Considerations for using cluster hostname failover without IP address failover with the NetBackup Host Cache
Problem
The virtual hostname of a cluster is transfered from a failed node to a newly active node in the cluster, but the IP address to which the virtual hostname resolves is not transfered. Instead name services is updated so that the already known cluster hostname resolves to a new IP address.
This causes application which cache hostname-to-IP mappings to have an out-dated view of the network topology, and connections to the clustered hostname will fail until the cache is updated from the name services (NIS, DNS, or even hosts files).
Implementation which may be affected:
- DNS IP Failover
- GEO Clusters
- Any other cluster technology that transfers a cluster hostname, but not the cluster IP address, between nodes
- Any other cluster technology that transfers the NetBackup var directory, which houses the NetBackup Host Cache, between nodes
Note: This does not apply to most VCS and MSC clusters where the cluster IP also fails over to the newly active node and the cluster hostname to cluster IP mapping does not change. But it can apply to VCS global clusters.
NetBackup, versions 7.0.1 and above, implement a host cache. Inter-host connections and other name resolutions may fail for up to an hour or until the host cache is either cleared or the entries therein become expired and are refreshed.
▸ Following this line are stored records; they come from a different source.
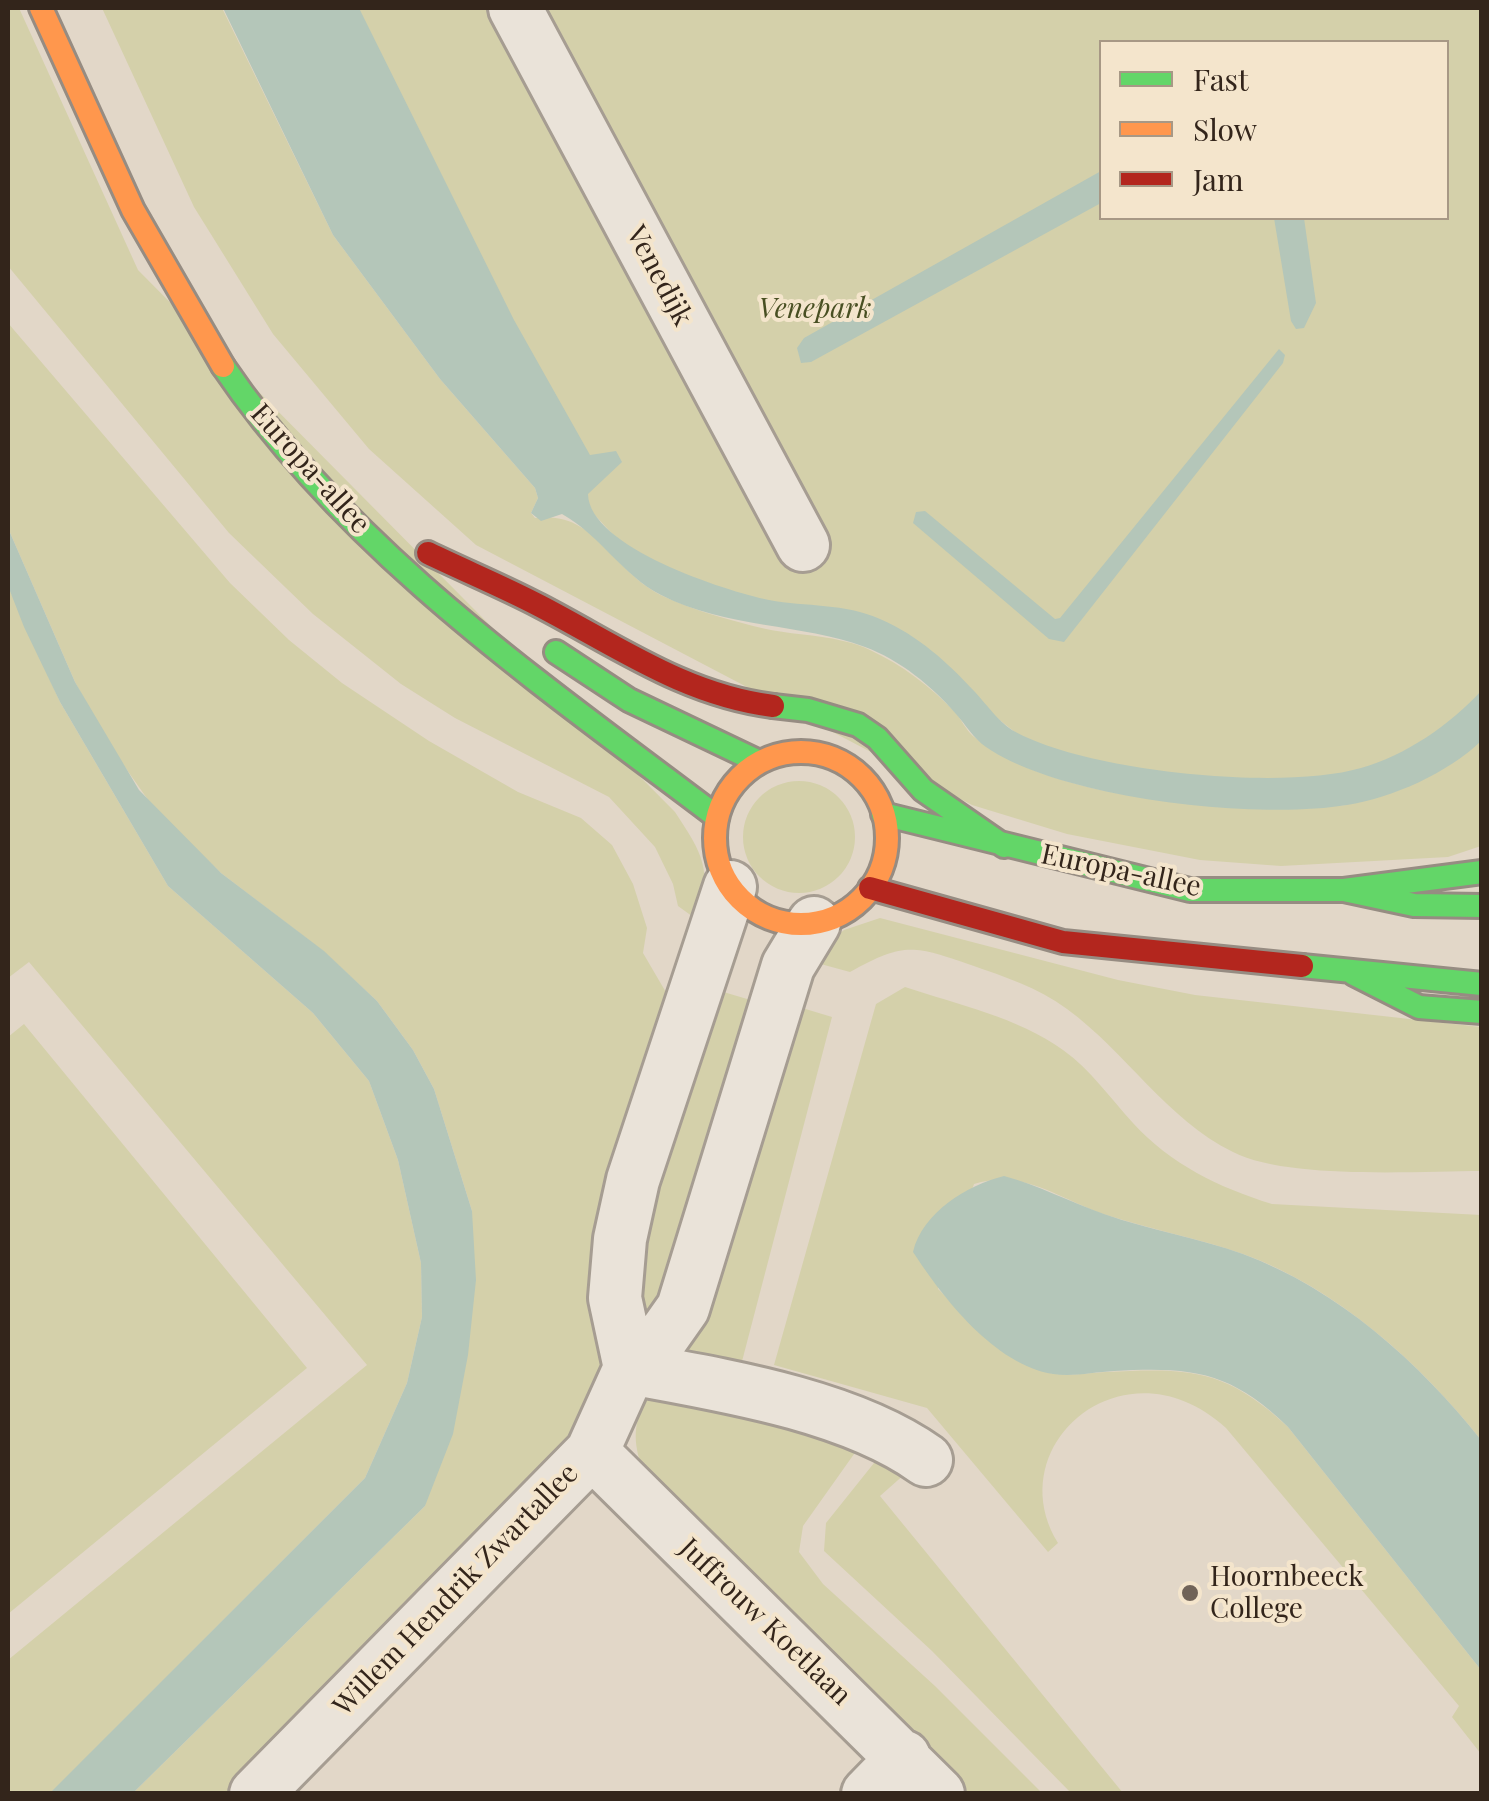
<!DOCTYPE html>
<html>
<head>
<meta charset="utf-8">
<style>
	body { margin:0 }
	#map { position:relative; width:1489px; height:1801px; overflow:hidden; background:#e2d7c8; font-family:"Playfair Display",serif }
	canvas { display:block }
	.frame { position:absolute; inset:0; border:10px solid #33251b; pointer-events:none }
	.legend { position:absolute; left:1099px; top:40px; width:350px; height:180px; box-sizing:border-box; background:#f4e5cc; border:2px solid #a79885; margin:0; padding:12px 18px; list-style:none; font-size:30px; color:#33251b }
	.legend li { display:flex; align-items:center; gap:20px; height:50px }
	.legend b { width:50px; border:2px solid #a79885 }
</style>
</head>
<body>
<div id="map">
<canvas width="1489" height="1801"></canvas>
<div class="frame"></div>
<ul class="legend">
<li><b style="height:12px;background:#63d668"></b>Fast</li>
<li><b style="height:12px;background:#ff974d"></b>Slow</li>
<li><b style="height:12px;background:#b3261e"></b>Jam</li>
</ul>
</div>
<script>
const c = document.querySelector('canvas').getContext('2d');
c.lineJoin = 'round';
function paint(path, color) { c.fillStyle = color; c.fill(path, 'evenodd'); }
function trace(path, color, width, dash) { c.strokeStyle = color; c.lineWidth = width; c.lineCap = dash ? 'butt' : 'round'; c.setLineDash(dash || []); c.stroke(path); }
function drawText(font, color, halo, rows, align = 'center') {
  c.font = font + ' "Playfair Display",serif'; c.lineWidth = 8; c.setLineDash([]); c.textBaseline = 'middle'; c.strokeStyle = halo; c.fillStyle = color; for (const [text, x, y, turn = 0] of rows) {
    c.save(); c.translate(x, y); c.rotate((+turn || 0) * Math.PI / 180); c.textAlign = isNaN(turn) ? turn : align; if (halo) c.strokeText(text, 0, 0); c.fillText(text, 0, 0); c.restore();
  }
}
const green = new Path2D(`
	M 8,8 L 19,8 L 138,270 L 675,812 C 702,853 714,871 696,919 L 678,906 L 673,884 L 655,847 L 609,797 L 455,718 L 401,684 L 313,614 L 229,533 L 8,266 Z
	M 102,8 L 222,8 L 333,235 L 440,379 L 535,488 L 538,498 L 531,513 L 535,518 C 598,510 610,572 665,597 C 696,611 732,621 766,629 C 799,636 839,635 870,650 C 902,665 930,686 955,712 C 961,719 966,730 973,736 C 1055,804 1245,813 1347,805 L 1060,768 L 900,641 L 641,565 L 567,485 L 307,8 L 1481,8 L 1481,846 L 1448,857 L 1281,866 L 1200,860 L 1067,834 L 972,805 L 476,545 L 369,449 L 273,334 L 194,207 ZM 1102,42 L 1446,42 L 1446,218 L 1102,218 Z
	M 8,323 L 230,583 L 289,640 L 342,683 L 429,741 L 518,792 L 581,818 L 612,845 L 633,884 L 647,928 L 643,953 L 674,1006 L 605,1358 L 584,1428 L 228,1793 L 133,1793 L 425,1506 L 472,1211 L 434,1089 L 413,1050 L 377,1001 L 323,951 L 221,873 L 158,814 L 108,743 L 75,682 L 8,528 Z
	M 8,586 L 60,702 L 168,886 L 313,1013 L 369,1081 L 398,1160 L 421,1263 L 422,1317 L 407,1383 L 365,1478 L 50,1794 L 8,1793 L 8,1660 L 367,1365 L 29,962 L 8,978 Z
	M743 837a56 56 0 1 1 112 0a56 56 0 1 1-112 0Z
	M 880,918 L 1118,980 L 1195,995 L 1481,1027 L 1481,1171 C 1419,1171 1287,1180 1233,1152 C 1166,1119 1126,1052 1067,1009 C 1037,987 1005,977 971,965 C 913,945 904,942 850,972 L 806,960 L 844,930 Z
	M 905,987 C 959,1005 1017,1017 1063,1050 C 1091,1070 1110,1098 1133,1123 C 1170,1164 1220,1188 1272,1204 L 1481,1215 L 1481,1440 C 1420,1363 1337,1288 1243,1254 C 1197,1238 1149,1229 1103,1214 C 1056,1197 1023,1169 974,1184 L 938,1289 C 972,1320 1000,1358 1046,1372 C 1063,1377 1088,1373 1106,1372 C 1189,1368 1225,1368 1288,1427 L 1481,1670 L 1481,1754 L 1452,1717 L 1459,1706 L 1226,1428 C 1125,1336 998,1445 1058,1543 L 1048,1552 L 927,1408 L 774,1365 L 876,1004 Z
	M 710,988 L 764,1004 L 659,1318 L 637,1321 L 645,1223 Z
	M 789,1004 L 832,1017 L 740,1369 L 684,1352 L 680,1334 Z
	M 24,1024 L 307,1368 L 8,1614 L 8,1037 Z
	M 661,1392 L 859,1447 L 803,1526 L 799,1552 L 823,1584 L 935,1686 L 1042,1793 L 961,1793 L 643,1470 C 632,1441 634,1423 646,1396 Z
	M 882,1453 L 906,1473 L 880,1496 L 1123,1793 L 1071,1793 L 932,1651 L 824,1551 L 826,1523 Z`);
const water = new Path2D(`
	M 223,8 L 359,8 L 514,320 L 590,455 L 616,451 L 622,462 L 588,494 C 589,547 725,591 769,600 C 806,607 845,603 880,619 C 919,636 947,662 975,692 C 987,705 998,721 1012,730 C 1085,772 1282,791 1361,768 C 1405,756 1451,724 1481,691 L 1481,741 C 1448,773 1392,798 1347,805 C 1257,820 1061,799 986,747 C 973,738 966,725 956,714 C 932,686 900,660 865,647 C 801,623 728,629 661,595 C 622,575 600,535 562,514 L 541,521 L 531,513 L 538,498 L 535,488 L 440,379 L 333,235 Z
	M 1101,171 L 1101,203 L 811,362 L 801,363 L 797,348 L 804,338 Z
	M 1274,218 L 1304,218 L 1316,303 L 1304,328 L 1296,329 L 1291,321 Z
	M 1279,349 L 1285,355 L 1283,363 L 1064,642 L 1049,639 L 913,523 L 916,512 L 925,511 L 1055,619 L 1060,618 Z
	M 8,528 L 75,682 L 139,790 L 221,873 L 324,951 L 377,1001 L 413,1050 L 434,1089 L 472,1211 L 476,1280 L 468,1355 L 453,1434 L 425,1506 L 133,1793 L 50,1793 L 365,1478 L 407,1383 L 422,1317 L 421,1263 L 398,1160 L 369,1081 L 313,1013 L 168,886 L 60,702 L 24,627 L 8,586 Z
	M 1004,1176 C 1038,1185 1070,1202 1104,1214 C 1150,1230 1198,1238 1243,1254 C 1338,1289 1420,1363 1481,1440 L 1481,1670 L 1288,1427 C 1230,1371 1193,1367 1114,1371 C 1094,1372 1073,1377 1053,1374 C 995,1365 943,1298 913,1252 C 922,1213 967,1185 1004,1176 Z`);
const street = new Path2D(`
	M 515,8 L 803,545
	M 630,1368 L 615,1298 L 620,1239 L 633,1180 L 730,887
	M 630,1368 C 722,1385 849,1405 926,1460
	M 592,1452 L 938,1794
	M 256,1794 L 592,1452 L 630,1368 L 664,1335 L 683,1308 L 788,966 L 814,923
	M 868,1794 L 904,1757`);
const fast = new Path2D(`
	M 223,366 C 349,552 540,683 717,817
	M 556,652 L 629,700 L 759,762
	M 773,706 L 808,710 L 858,725 L 877,738 L 923,790 L 1004,846
	M 883,814 L 1190,890 L 1344,890 L 1414,905 L 1482,906
	M 1344,890 L 1482,872
	M 1302,966 L 1482,984
	M 1354,974 L 1419,1007 L 1482,1012`);
const slow = new Path2D(`
	M 41,8 L 133,210 L 223,366
	M715 838a86 86 0 1 1 172 0a86 86 0 1 1-172 0Z`);
const jam = new Path2D(`
	M 428,553 C 465,571 504,587 540,606 C 617,646 685,695 773,706
	M 870,888 L 1063,942 L 1302,966`);
const markers = [
	[1190,1593,10,"#706358"]
];
const streetNames = [
	["Venedijk",659,276,62],
	["Europa-allee",310,469,48],
	["Europa-allee",1121,871,12],
	["Willem Hendrik Zwartallee",456,1590,-46],
	["Juffrouw Koetlaan",765,1622,44]
];
const parkNames = [
	["Venepark",815,309]
];
const poiNames = [
	["Hoornbeeck",1210,1577],
	["College",1210,1609]
];
paint(green, '#d4d0aa');
paint(water, '#b4c6b9');
trace(street, '#a69d92', 58);
trace(fast, '#968c82', 28);
trace(slow, '#968c82', 28);
trace(jam, '#968c82', 28);
trace(street, '#eae3d9', 52);
trace(fast, '#63d668', 22);
trace(slow, '#ff974d', 22);
trace(jam, '#b3261e', 22);
for (const [x, y, r, color] of markers) { const dot = new Path2D(); dot.arc(x, y, r, 0, 2 * Math.PI); c.fillStyle = color; c.fill(dot); trace(dot, '#f4e5cc', 4); }
drawText('28px', '#33251b', '#f4e5cc', streetNames);
drawText('italic 28px', '#484f22', '#f4e5cc', parkNames);
drawText('28px', '#33251b', '#f4e5cc', poiNames, 'left');
</script>
</body>
</html>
DNS IP Failover implements a hostname and IP address for each node in the cluster, but there isn’t a IP address specific to the cluster – only a cluster hostname. The DNS server is custom configured to determine which node is actively hosting the clustered application and associates the IP address of that node with the cluster hostname. Upon failover, the DNS is simply updated to change the IP address associated with the cluster hostname from the original node IP to the previously passive node IP.
GEO Clustering is similar, plus it replicates the application volume between the nodes in the cluster.  This makes a copy of the NetBackup var directory from the original node available to NetBackup processes on the newly active node.  Because the var directory contains the host cache, the newly active node uses the stale hostname to IP mapping files from the failed node.
 
Error Message
Scenario #1: Failover of the virtual hostname of a clustered master server.
There will be a cascade of problems when failover occurs.
- When the NetBackup master server component tries to start on the formerly passive node, the VCS AGENT_DEBUG.log shows the following.
 
 Wed Oct 26 13:26:55 2011 vcs/Online.pl: Calling: /usr/openv/netbackup/bin/cluster/util/online /usr/openv/netbackup/bin/cluster/NBU_RSP
 Wed Oct 26 13:26:55 2011 vcs/online.pl: /usr/openv/netbackup/bin/cluster/util/online /usr/openv/netbackup/bin/cluster/NBU_RSP exited with 99
 
 This occurs because the formerly passive node will have previously received from name services the virtual hostname and IP address of the failed node. It expects to connect to itself via the virtual hostname, but those connections will go to the IP address on the failed node and db_srv and the other master server processes will fail to start.
 
- Other NetBackup processes, on the newly active node, may be similarly confused as show by this portion of the bprd debug log. 
 <2> bprd: lock file fd = 5
 <16> running_as_a_master_server: Running on an inactive node of a cluster.
 <2> bprd: nbu-master is not the primary server
- Some NetBackup media server processes, still using the old hostname-to-IP mapping, will be unable to connect to the master server and will show as offline.
 
 Host properties > Media Servers show status 'Offline'
 
- Some clients making client-directed requests (including the XBSA type agents for Datastore, DB2, Informix, Oracle, SAP, SQL-Server, Sybase) will also fail to reach the newly active node for the master server.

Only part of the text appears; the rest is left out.